Stored items from a collection:
◆ ◆ ◆ ◆

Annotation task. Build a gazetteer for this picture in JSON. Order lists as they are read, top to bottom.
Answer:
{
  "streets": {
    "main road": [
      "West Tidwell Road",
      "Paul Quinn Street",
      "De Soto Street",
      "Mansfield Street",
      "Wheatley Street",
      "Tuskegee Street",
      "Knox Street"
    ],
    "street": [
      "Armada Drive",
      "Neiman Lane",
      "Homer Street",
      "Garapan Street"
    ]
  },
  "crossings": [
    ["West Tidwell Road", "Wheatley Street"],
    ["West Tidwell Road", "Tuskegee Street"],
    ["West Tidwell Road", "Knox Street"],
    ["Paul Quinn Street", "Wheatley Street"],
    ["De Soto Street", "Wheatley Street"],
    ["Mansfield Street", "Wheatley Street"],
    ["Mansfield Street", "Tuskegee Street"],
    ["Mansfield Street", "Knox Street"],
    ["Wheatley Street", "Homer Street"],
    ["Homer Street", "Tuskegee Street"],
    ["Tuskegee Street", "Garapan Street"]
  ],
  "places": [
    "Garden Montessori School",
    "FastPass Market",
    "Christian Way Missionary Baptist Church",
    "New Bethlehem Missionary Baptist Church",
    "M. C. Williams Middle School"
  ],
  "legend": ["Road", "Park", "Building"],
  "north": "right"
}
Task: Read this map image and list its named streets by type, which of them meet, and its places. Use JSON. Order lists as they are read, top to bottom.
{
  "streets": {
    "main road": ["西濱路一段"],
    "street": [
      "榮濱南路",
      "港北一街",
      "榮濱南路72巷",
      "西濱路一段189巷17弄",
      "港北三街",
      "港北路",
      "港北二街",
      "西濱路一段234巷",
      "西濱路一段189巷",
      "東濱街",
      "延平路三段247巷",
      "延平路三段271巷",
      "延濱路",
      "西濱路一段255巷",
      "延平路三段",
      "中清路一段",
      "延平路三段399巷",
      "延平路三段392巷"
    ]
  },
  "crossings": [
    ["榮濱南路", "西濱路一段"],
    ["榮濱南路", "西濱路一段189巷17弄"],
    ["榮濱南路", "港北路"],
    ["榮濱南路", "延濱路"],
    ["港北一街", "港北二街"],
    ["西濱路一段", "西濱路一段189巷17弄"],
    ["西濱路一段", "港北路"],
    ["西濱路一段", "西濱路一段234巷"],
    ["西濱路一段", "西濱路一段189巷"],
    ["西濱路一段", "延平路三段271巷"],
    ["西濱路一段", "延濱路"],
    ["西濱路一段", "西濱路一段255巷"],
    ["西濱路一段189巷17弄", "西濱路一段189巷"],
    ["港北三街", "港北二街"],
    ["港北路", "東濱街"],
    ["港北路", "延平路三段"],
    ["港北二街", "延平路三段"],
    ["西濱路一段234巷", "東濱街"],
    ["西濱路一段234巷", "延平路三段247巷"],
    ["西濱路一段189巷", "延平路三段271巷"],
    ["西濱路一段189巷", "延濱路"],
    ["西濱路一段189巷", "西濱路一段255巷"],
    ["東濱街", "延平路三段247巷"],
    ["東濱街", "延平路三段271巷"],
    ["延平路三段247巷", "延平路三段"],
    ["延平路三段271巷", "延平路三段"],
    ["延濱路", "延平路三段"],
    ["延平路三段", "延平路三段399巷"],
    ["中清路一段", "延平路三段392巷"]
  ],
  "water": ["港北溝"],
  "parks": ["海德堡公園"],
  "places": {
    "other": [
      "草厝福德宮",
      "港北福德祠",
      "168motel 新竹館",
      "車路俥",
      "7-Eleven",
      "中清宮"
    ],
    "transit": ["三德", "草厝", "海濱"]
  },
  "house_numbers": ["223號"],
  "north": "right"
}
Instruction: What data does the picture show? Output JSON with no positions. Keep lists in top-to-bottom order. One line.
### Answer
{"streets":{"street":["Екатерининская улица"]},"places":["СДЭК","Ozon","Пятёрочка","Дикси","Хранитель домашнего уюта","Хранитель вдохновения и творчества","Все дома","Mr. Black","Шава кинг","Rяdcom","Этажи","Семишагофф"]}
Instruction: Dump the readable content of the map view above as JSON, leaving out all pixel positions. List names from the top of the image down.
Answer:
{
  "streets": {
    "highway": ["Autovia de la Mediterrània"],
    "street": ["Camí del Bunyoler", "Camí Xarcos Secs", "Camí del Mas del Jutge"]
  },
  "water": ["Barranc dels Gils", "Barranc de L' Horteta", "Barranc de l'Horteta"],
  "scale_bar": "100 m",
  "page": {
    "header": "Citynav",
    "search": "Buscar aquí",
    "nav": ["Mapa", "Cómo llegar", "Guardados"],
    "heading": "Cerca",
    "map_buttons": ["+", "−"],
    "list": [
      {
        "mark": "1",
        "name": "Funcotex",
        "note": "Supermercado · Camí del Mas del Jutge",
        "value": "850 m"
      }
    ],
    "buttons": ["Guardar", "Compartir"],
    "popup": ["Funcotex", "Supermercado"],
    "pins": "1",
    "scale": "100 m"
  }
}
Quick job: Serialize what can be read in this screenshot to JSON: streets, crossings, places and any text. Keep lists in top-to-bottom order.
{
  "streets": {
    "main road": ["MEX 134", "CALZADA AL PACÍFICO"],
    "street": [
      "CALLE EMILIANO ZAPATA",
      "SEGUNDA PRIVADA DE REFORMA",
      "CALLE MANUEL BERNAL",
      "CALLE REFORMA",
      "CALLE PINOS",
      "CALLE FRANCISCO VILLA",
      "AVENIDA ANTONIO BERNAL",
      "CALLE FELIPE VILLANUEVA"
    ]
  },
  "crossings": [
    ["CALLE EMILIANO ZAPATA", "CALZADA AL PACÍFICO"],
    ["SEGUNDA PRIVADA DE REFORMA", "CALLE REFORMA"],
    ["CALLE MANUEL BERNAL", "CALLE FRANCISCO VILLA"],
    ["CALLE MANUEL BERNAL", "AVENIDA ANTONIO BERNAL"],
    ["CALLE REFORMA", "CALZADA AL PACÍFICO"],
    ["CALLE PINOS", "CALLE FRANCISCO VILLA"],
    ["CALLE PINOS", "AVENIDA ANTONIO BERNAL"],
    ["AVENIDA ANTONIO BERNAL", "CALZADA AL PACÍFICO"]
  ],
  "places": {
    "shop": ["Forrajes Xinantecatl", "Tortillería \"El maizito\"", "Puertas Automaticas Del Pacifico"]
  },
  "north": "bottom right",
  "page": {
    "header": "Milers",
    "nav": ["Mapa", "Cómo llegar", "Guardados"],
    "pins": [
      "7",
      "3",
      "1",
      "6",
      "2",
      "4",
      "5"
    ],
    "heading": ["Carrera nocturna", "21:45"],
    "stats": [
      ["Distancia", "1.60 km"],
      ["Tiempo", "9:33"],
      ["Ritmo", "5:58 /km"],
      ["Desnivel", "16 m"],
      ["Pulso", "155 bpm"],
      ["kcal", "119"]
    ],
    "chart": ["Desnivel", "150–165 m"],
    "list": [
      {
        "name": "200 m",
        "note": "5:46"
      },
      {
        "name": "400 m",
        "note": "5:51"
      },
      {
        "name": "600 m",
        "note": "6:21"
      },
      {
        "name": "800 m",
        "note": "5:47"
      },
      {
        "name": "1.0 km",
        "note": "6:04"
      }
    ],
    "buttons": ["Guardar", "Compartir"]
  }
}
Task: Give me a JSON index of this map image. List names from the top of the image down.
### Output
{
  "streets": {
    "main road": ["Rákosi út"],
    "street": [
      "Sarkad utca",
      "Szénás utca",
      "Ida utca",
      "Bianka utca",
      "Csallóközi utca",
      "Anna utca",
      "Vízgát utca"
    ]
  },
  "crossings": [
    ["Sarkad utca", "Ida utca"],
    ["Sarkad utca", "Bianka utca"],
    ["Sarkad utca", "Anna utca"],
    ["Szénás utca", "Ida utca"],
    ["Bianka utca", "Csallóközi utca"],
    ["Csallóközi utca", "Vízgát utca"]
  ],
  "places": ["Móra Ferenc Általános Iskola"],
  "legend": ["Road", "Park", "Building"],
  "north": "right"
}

◆ ◆ ◆ ◆

TASK DETAILS:
Wherever the word "Supermercado" turns up in a line of the entries above, copy that line.

SOLUTION:
        "note": "Supermercado · Camí del Mas del Jutge",
    "popup": ["Funcotex", "Supermercado"],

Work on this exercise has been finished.